Crowds threaten Blue Pools
THE Angourie Blue Pools have been hailed as ‘reaching iconic status both nationally and internationally’, yet locals are concerned they are in danger of being ‘loved to death’ if not properly looked after.
It’s been five years since a survey was conducted by Angourie locals to gain a snapshot into the usage of the Angourie pools, beaches and reserves, and the results show just how successful the tourism campaign has been.
What was most astounding was the number of people visiting the pools.
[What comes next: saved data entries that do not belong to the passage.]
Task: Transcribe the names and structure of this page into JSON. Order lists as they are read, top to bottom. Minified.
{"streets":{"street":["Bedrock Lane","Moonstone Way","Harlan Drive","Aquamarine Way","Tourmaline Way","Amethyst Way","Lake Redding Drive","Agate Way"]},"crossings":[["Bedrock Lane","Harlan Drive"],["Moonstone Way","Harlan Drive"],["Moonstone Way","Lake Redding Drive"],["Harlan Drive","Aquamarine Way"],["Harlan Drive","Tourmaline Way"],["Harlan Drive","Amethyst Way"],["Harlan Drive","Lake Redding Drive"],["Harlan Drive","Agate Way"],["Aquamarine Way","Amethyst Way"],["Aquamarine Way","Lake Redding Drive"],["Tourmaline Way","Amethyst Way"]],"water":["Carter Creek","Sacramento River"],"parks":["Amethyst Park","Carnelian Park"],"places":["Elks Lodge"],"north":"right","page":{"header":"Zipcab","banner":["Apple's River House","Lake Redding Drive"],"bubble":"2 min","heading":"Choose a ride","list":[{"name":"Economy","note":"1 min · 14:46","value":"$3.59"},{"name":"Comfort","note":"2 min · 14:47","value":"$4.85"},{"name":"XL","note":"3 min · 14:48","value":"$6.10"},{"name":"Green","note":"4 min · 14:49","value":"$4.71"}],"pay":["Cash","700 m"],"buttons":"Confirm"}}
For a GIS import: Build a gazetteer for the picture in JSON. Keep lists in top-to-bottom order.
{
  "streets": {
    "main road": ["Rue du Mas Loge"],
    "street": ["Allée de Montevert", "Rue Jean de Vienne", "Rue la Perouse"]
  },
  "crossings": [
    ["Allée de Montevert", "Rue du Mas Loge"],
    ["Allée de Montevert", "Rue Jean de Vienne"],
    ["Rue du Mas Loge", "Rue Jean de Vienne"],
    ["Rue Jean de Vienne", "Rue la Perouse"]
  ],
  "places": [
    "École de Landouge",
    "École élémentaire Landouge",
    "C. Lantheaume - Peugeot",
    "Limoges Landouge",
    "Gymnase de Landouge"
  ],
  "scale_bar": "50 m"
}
On Monday, January 13, there were 215 people at the pools, with 21 arriving and 150 leaving in the hour between 3 and 4pm.
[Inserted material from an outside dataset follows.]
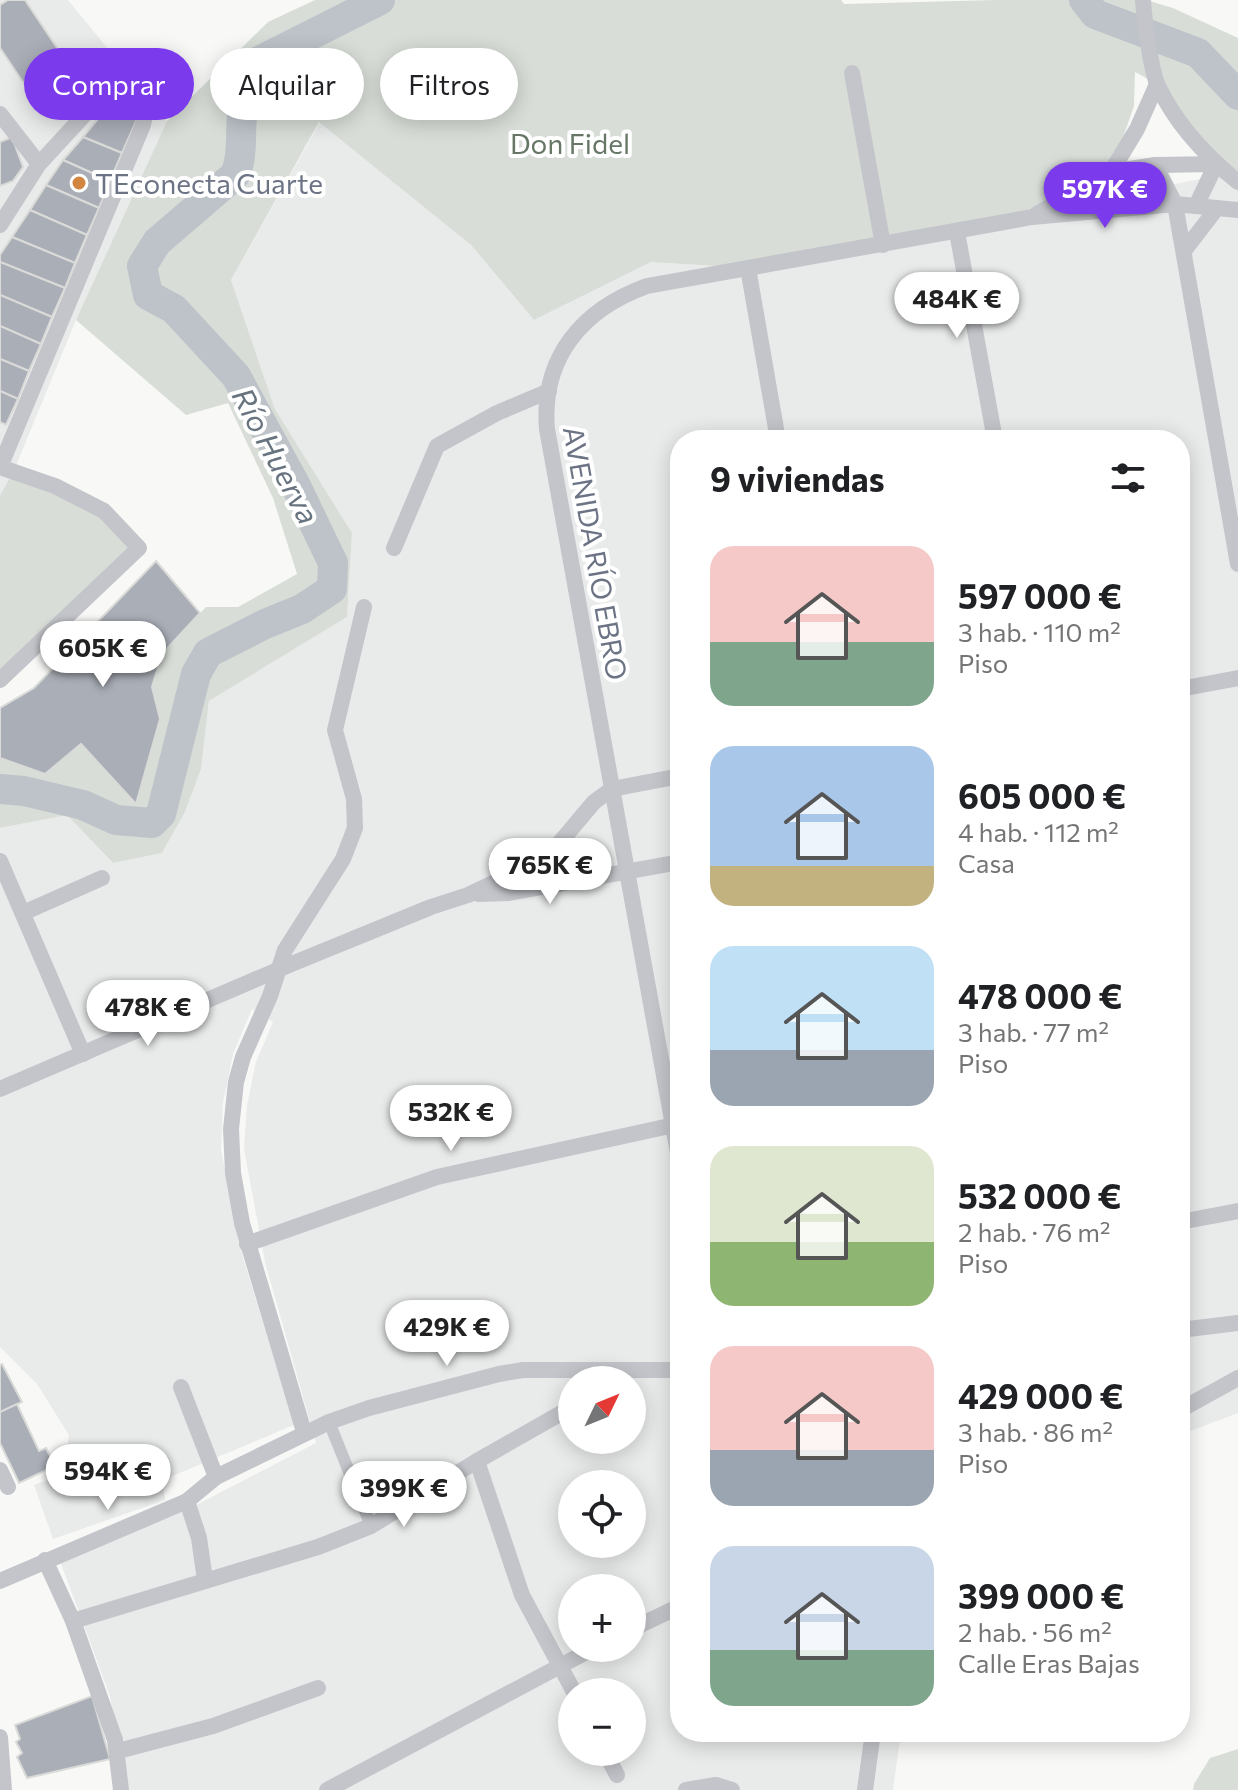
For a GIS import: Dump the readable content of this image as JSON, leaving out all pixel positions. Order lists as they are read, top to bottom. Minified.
{"streets":{"street":["AVENIDA RÍO EBRO"]},"water":["Río Huerva"],"parks":["Don Fidel"],"places":["TEconecta Cuarte"],"north":"top right","page":{"chip":["Comprar","Alquilar","Filtros"],"price":["597K €","484K €","605K €","765K €","478K €","532K €","429K €","594K €","399K €"],"heading":"9 viviendas","list":[{"name":"597 000 €","note":"3 hab. · 110 m² · Piso"},{"name":"605 000 €","note":"4 hab. · 112 m² · Casa"},{"name":"478 000 €","note":"3 hab. · 77 m² · Piso"},{"name":"532 000 €","note":"2 hab. · 76 m² · Piso"},{"name":"429 000 €","note":"3 hab. · 86 m² · Piso"},{"name":"399 000 €","note":"2 hab. · 56 m² · Calle Eras Bajas"}],"map_buttons":["+","−"]}}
Secretary of the Angourie Ratepayers and Residents Association, Helen Tyas Tunggal, said the survey was prompted by locals noticing high traffic to the pools and the need to prepare an expression of interest for funding to address weeds and erosion problems in the area.
“It’s hard to make management decisions without relevant data and these recent figures will be kept with the Angourie records,” Ms Tyas Tunggal said.
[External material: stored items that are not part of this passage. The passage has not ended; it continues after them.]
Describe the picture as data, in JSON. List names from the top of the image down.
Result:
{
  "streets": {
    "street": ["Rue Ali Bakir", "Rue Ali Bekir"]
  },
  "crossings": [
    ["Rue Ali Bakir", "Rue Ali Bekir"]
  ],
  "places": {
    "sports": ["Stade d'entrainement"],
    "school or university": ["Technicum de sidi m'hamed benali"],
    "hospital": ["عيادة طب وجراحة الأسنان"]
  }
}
Along with a group of locals, she made more than 60 visits to the pools since January 10 to gather the data.
She said the main problems the pools faced at present were weeds and erosion.
“There are weeds up to your armpits and the roots of banksia are sticking out of the ground on paths about 10cm in places,” she said.
“For the future their needs to be creative management of the pools and those that promote it should help to manage it.”
Clarence Valley Council manager of open spaces, Peter Birch, said he was not surprised at the numbers flocking to the pools and council was working with the Angourie Coastcare group on their grant proposal.
“Nothing specific is planned (for the pools) for the next six months but that’s not to say that if an issue arises that we won’t address it,” Mr Birch said.